§ What is being asked:
Return the full listing unchanged, apart from leaving out its images.
◇ ◇ ◇ ◇
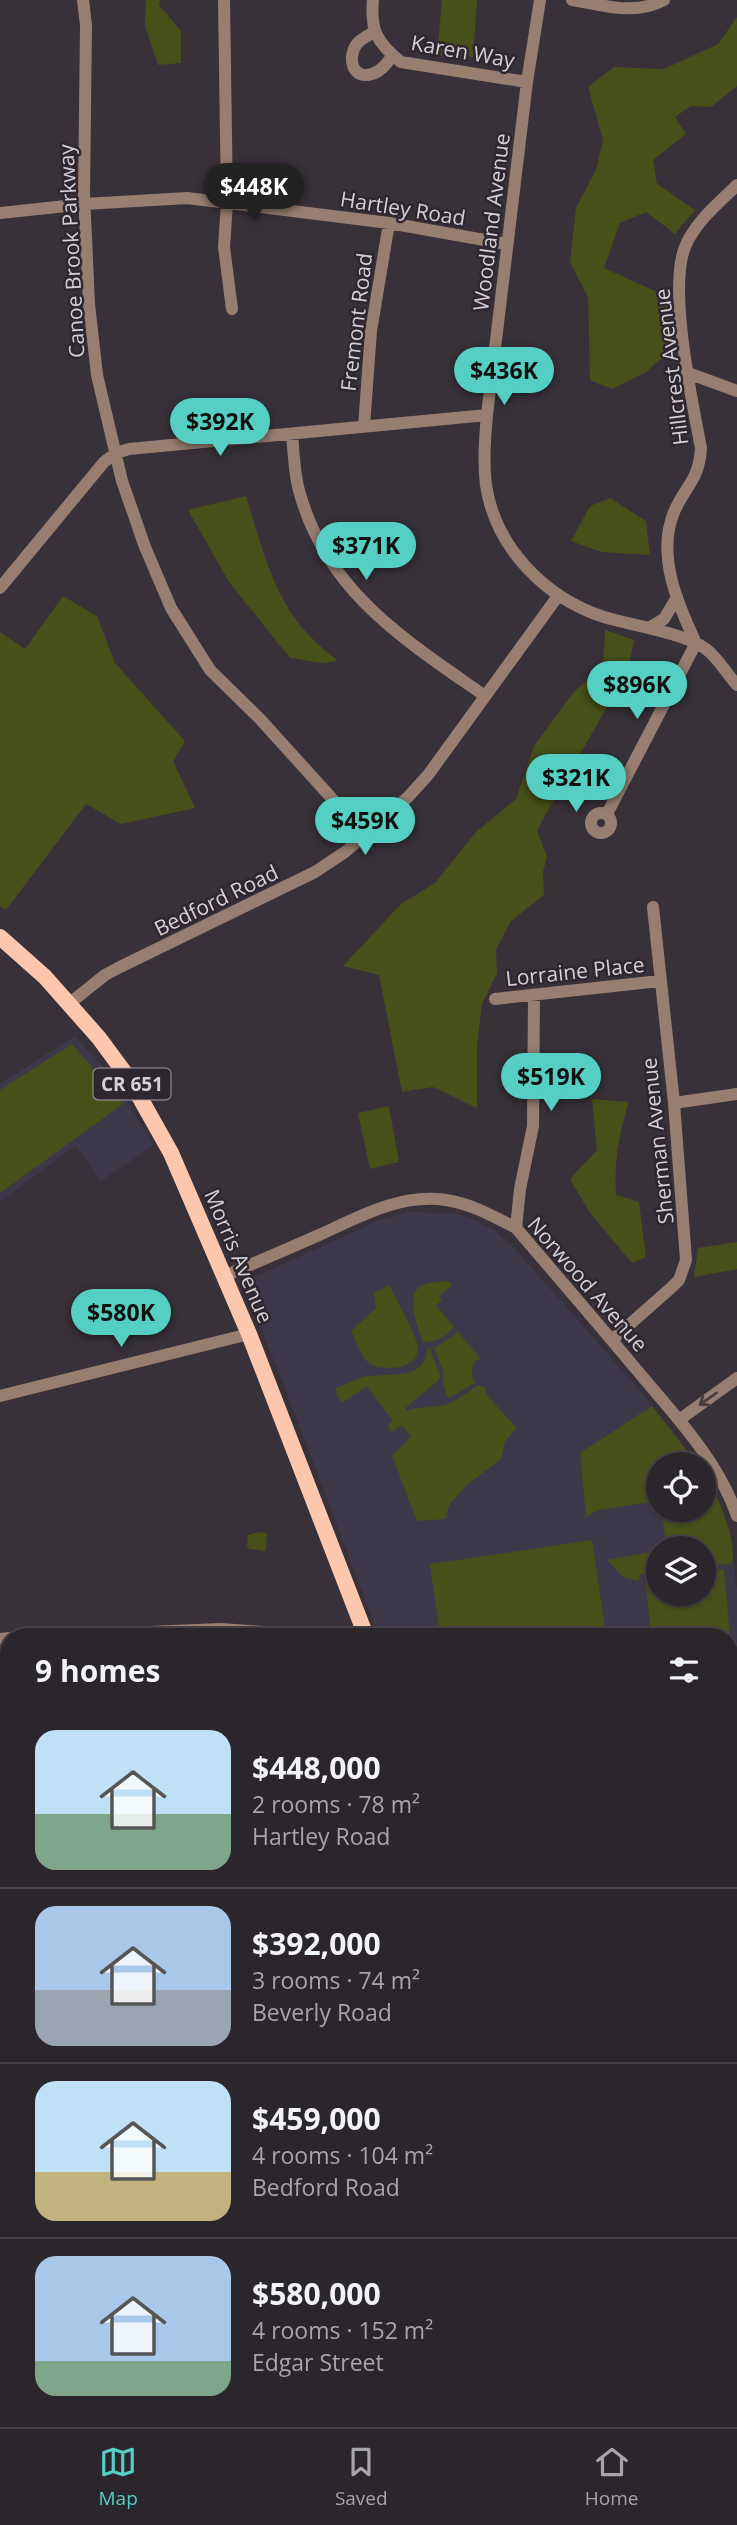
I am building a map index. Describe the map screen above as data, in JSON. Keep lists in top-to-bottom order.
{
  "streets": {
    "main road": ["CR 651", "Morris Avenue"],
    "street": [
      "Karen Way",
      "Hartley Road",
      "Woodland Avenue",
      "Canoe Brook Parkway",
      "Fremont Road",
      "Hillcrest Avenue",
      "Bedford Road",
      "Lorraine Place",
      "Sherman Avenue",
      "Norwood Avenue"
    ]
  },
  "crossings": [
    ["Karen Way", "Woodland Avenue"],
    ["Hartley Road", "Woodland Avenue"],
    ["Hartley Road", "Canoe Brook Parkway"],
    ["Hartley Road", "Fremont Road"],
    ["Woodland Avenue", "Hillcrest Avenue"],
    ["Woodland Avenue", "Bedford Road"],
    ["Canoe Brook Parkway", "Bedford Road"],
    ["Bedford Road", "Morris Avenue"],
    ["Lorraine Place", "Sherman Avenue"],
    ["Sherman Avenue", "Norwood Avenue"],
    ["Morris Avenue", "Norwood Avenue"]
  ],
  "page": {
    "price": [
      "$448K",
      "$436K",
      "$392K",
      "$371K",
      "$896K",
      "$321K",
      "$459K",
      "$519K",
      "$580K"
    ],
    "heading": "9 homes",
    "list": [
      {
        "name": "$448,000",
        "note": "2 rooms · 78 m² · Hartley Road"
      },
      {
        "name": "$392,000",
        "note": "3 rooms · 74 m² · Beverly Road"
      },
      {
        "name": "$459,000",
        "note": "4 rooms · 104 m² · Bedford Road"
      },
      {
        "name": "$580,000",
        "note": "4 rooms · 152 m² · Edgar Street"
      }
    ],
    "tabs": ["Map", "Saved", "Home"]
  }
}
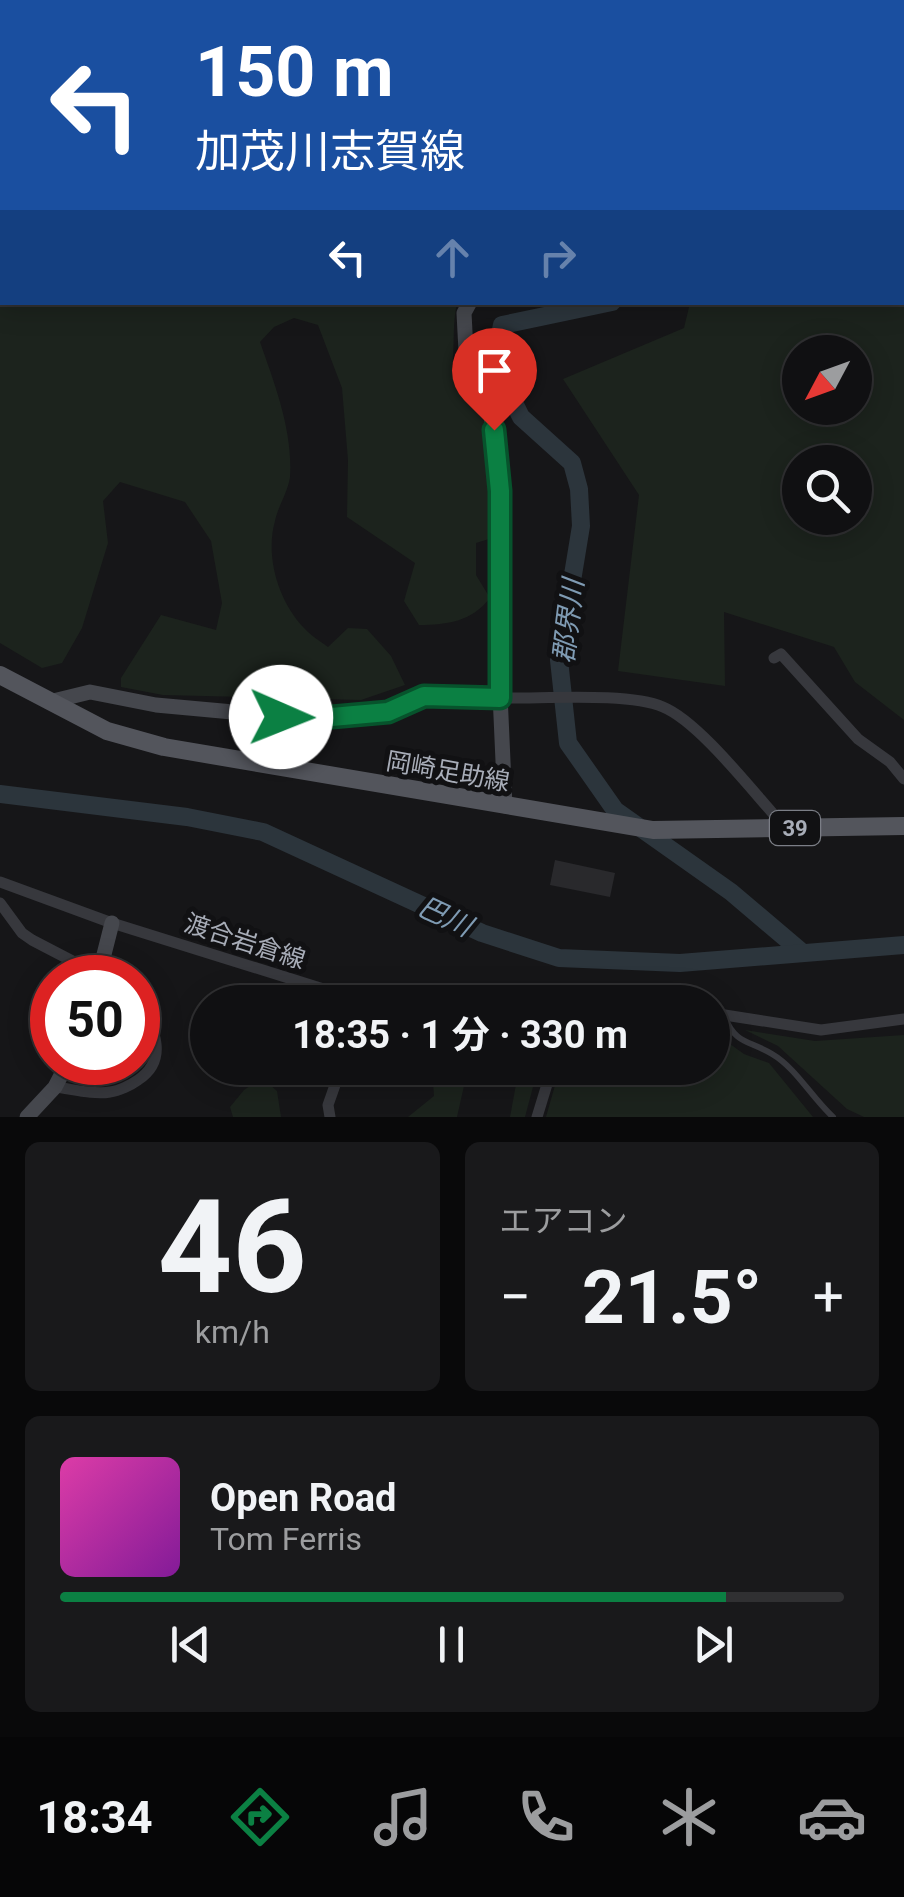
◇ ◇ ◇ ◇
§ Solution for this task:
I am building a map index. Describe the map screen above as data, in JSON. Keep lists in top-to-bottom order.
{
  "streets": {
    "main road": ["CR 651", "Morris Avenue"],
    "street": [
      "Karen Way",
      "Hartley Road",
      "Woodland Avenue",
      "Canoe Brook Parkway",
      "Fremont Road",
      "Hillcrest Avenue",
      "Bedford Road",
      "Lorraine Place",
      "Sherman Avenue",
      "Norwood Avenue"
    ]
  },
  "crossings": [
    ["Karen Way", "Woodland Avenue"],
    ["Hartley Road", "Woodland Avenue"],
    ["Hartley Road", "Canoe Brook Parkway"],
    ["Hartley Road", "Fremont Road"],
    ["Woodland Avenue", "Hillcrest Avenue"],
    ["Woodland Avenue", "Bedford Road"],
    ["Canoe Brook Parkway", "Bedford Road"],
    ["Bedford Road", "Morris Avenue"],
    ["Lorraine Place", "Sherman Avenue"],
    ["Sherman Avenue", "Norwood Avenue"],
    ["Morris Avenue", "Norwood Avenue"]
  ],
  "page": {
    "price": [
      "$448K",
      "$436K",
      "$392K",
      "$371K",
      "$896K",
      "$321K",
      "$459K",
      "$519K",
      "$580K"
    ],
    "heading": "9 homes",
    "list": [
      {
        "name": "$448,000",
        "note": "2 rooms · 78 m² · Hartley Road"
      },
      {
        "name": "$392,000",
        "note": "3 rooms · 74 m² · Beverly Road"
      },
      {
        "name": "$459,000",
        "note": "4 rooms · 104 m² · Bedford Road"
      },
      {
        "name": "$580,000",
        "note": "4 rooms · 152 m² · Edgar Street"
      }
    ],
    "tabs": ["Map", "Saved", "Home"]
  }
}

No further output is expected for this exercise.